[[ Data section, beginning ]]

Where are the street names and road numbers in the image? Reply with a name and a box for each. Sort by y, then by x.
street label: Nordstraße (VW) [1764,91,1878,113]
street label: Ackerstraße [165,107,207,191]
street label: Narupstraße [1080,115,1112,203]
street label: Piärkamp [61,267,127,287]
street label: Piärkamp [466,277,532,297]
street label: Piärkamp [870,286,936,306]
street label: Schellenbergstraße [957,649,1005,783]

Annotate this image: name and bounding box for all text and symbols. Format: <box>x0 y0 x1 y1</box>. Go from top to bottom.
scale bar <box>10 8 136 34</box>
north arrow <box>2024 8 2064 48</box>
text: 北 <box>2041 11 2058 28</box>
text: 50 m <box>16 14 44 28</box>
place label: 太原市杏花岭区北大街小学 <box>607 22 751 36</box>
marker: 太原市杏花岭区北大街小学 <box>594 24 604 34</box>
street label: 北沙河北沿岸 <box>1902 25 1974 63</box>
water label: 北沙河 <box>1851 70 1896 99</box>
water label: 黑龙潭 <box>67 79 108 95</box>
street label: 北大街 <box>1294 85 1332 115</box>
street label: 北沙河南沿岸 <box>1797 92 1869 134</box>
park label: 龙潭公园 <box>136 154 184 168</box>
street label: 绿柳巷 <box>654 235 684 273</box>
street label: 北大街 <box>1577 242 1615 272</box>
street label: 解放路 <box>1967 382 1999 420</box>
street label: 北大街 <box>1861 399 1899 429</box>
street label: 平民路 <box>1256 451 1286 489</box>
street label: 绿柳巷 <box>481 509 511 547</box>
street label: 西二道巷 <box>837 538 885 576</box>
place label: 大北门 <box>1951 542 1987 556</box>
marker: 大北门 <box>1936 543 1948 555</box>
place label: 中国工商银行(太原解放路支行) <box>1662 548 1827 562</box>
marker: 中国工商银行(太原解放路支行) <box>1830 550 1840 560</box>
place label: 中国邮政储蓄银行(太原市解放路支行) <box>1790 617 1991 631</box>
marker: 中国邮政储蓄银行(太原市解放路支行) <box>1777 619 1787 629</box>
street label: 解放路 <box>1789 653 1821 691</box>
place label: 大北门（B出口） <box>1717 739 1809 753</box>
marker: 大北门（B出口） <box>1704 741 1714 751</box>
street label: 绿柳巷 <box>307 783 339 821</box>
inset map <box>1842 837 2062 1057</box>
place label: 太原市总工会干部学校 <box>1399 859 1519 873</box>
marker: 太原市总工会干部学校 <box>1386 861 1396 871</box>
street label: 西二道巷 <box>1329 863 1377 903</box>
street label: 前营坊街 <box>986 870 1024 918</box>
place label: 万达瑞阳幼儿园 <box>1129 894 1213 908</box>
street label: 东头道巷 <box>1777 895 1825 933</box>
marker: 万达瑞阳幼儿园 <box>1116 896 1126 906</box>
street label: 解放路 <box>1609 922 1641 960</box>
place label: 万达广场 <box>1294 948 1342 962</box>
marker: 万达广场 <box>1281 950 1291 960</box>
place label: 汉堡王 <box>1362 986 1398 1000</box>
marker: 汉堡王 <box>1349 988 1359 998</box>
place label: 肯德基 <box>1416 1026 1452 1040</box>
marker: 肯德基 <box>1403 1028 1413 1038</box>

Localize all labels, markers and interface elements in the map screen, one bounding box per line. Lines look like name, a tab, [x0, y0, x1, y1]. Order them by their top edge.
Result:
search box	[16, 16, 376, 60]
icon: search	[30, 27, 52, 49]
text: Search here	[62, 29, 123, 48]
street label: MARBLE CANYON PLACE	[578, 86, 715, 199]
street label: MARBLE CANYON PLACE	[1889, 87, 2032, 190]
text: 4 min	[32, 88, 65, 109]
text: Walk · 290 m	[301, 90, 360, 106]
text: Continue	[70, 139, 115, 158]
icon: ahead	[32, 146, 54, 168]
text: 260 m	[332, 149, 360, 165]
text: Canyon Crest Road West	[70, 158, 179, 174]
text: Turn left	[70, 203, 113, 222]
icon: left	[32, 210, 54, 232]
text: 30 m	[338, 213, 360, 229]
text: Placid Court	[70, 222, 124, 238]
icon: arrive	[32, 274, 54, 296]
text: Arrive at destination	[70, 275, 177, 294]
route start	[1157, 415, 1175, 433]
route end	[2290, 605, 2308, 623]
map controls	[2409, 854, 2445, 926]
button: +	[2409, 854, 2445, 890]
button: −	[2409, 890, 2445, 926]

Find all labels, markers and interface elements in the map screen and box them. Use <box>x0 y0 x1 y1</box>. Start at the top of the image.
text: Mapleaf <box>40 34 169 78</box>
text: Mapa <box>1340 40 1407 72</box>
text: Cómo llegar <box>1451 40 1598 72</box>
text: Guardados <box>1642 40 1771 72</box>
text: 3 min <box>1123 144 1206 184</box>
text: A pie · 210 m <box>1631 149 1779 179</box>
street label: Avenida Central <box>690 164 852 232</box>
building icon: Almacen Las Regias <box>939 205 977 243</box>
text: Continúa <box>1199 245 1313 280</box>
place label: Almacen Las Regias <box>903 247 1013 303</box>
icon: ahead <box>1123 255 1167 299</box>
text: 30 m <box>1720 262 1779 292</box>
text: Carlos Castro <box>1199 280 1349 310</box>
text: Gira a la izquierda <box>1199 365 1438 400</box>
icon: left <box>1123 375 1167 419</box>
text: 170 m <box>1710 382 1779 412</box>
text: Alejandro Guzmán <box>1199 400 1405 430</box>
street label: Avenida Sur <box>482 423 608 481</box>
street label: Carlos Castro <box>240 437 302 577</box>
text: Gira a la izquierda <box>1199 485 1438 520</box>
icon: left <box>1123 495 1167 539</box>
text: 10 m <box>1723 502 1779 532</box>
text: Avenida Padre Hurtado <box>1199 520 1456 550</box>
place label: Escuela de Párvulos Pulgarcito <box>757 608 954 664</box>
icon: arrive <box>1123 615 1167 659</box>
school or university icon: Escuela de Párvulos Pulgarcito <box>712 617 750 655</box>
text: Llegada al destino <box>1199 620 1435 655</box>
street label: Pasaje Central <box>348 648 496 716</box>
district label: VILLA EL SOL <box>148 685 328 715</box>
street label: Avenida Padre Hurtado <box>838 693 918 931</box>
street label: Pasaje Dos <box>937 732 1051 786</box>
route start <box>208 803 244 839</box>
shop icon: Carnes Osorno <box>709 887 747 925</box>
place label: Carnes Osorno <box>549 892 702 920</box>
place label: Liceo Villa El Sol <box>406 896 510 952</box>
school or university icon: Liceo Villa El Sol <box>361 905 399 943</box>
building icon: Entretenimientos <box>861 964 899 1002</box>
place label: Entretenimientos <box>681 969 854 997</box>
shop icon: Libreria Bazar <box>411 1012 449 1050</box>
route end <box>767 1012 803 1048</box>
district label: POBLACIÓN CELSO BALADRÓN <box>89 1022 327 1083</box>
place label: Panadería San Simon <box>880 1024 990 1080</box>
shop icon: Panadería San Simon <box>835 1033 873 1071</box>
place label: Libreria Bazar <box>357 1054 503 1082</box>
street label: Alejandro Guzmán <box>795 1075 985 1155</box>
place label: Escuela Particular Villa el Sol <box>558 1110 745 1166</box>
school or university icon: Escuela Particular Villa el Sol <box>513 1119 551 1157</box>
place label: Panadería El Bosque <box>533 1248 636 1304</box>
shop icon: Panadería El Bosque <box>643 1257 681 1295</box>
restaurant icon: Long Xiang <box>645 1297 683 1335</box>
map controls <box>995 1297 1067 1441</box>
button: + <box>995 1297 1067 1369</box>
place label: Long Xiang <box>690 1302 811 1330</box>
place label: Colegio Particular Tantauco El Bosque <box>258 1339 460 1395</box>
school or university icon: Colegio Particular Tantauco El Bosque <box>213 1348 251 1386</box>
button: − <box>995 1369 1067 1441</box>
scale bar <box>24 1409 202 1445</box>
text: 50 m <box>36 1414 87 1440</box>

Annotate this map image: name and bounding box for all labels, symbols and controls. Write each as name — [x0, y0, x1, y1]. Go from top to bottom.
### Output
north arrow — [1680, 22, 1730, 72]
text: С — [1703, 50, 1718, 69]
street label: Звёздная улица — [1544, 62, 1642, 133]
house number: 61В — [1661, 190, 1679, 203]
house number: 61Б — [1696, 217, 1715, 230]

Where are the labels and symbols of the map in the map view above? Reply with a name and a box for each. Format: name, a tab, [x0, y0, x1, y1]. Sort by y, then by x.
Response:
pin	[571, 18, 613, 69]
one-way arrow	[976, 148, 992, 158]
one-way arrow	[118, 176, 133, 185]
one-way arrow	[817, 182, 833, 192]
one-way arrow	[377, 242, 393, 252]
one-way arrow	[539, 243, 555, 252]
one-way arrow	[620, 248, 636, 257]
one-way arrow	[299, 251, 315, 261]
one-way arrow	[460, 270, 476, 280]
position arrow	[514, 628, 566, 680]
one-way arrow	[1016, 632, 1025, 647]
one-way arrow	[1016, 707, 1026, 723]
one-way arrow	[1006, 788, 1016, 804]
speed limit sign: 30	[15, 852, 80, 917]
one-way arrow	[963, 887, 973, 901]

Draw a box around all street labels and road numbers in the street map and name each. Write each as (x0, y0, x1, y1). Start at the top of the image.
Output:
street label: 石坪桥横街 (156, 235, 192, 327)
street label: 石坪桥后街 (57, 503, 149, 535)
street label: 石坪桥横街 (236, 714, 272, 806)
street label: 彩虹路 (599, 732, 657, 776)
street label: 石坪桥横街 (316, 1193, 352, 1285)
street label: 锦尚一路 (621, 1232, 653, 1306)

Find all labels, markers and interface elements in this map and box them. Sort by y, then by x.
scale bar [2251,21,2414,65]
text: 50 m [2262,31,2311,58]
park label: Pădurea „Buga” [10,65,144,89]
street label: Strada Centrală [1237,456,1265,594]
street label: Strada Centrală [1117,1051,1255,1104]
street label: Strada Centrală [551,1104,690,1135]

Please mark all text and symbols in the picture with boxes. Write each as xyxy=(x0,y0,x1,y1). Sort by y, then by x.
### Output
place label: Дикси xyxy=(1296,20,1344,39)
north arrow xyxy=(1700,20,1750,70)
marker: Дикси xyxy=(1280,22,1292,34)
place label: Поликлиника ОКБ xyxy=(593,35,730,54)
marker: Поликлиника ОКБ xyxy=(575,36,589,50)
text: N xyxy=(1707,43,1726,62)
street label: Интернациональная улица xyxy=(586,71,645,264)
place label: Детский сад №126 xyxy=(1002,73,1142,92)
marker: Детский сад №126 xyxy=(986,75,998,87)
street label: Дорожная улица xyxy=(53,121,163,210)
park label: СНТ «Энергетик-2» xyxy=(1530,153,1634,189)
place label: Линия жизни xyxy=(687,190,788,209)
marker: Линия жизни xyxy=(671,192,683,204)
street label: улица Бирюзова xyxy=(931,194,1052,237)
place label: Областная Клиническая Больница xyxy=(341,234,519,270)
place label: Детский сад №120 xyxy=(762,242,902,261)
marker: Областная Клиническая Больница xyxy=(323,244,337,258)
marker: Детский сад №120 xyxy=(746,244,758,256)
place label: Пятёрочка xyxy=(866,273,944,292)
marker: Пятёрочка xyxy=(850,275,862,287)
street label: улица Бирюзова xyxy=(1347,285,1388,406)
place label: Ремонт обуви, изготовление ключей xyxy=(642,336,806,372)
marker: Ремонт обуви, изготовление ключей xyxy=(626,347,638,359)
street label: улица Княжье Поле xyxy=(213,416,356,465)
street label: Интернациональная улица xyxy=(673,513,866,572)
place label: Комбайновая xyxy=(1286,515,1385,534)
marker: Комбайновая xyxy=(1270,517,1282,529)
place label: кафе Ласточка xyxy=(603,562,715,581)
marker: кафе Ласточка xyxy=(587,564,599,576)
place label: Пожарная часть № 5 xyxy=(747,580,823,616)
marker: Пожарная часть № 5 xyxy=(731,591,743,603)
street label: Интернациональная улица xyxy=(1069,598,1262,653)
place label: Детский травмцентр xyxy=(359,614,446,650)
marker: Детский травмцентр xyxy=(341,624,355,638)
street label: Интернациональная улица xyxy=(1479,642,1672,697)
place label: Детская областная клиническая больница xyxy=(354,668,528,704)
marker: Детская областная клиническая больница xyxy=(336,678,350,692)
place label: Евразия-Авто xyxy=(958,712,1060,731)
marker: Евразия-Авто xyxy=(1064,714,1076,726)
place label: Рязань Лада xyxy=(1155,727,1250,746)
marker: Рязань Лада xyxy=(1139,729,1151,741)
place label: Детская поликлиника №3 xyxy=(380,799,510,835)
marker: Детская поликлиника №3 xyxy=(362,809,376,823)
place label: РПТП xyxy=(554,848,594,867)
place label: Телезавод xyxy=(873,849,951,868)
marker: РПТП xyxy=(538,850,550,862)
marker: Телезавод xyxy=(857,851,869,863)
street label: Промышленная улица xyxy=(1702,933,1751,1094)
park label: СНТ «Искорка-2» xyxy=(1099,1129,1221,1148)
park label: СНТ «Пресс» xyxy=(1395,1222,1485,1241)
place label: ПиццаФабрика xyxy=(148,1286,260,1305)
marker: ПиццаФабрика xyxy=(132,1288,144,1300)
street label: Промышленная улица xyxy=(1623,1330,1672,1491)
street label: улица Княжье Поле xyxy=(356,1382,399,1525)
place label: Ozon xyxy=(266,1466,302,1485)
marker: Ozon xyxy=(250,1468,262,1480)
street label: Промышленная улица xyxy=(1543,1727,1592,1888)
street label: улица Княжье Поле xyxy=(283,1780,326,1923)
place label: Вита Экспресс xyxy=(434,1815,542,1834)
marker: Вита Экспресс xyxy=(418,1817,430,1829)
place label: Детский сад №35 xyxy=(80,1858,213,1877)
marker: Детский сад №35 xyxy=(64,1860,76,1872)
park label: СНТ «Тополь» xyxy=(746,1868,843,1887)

[[ Data section, end ]]

The problem → Where a line of the data contains "Osorno", copy that line.

Output of the task →
shop icon: Carnes Osorno <box>709 887 747 925</box>
place label: Carnes Osorno <box>549 892 702 920</box>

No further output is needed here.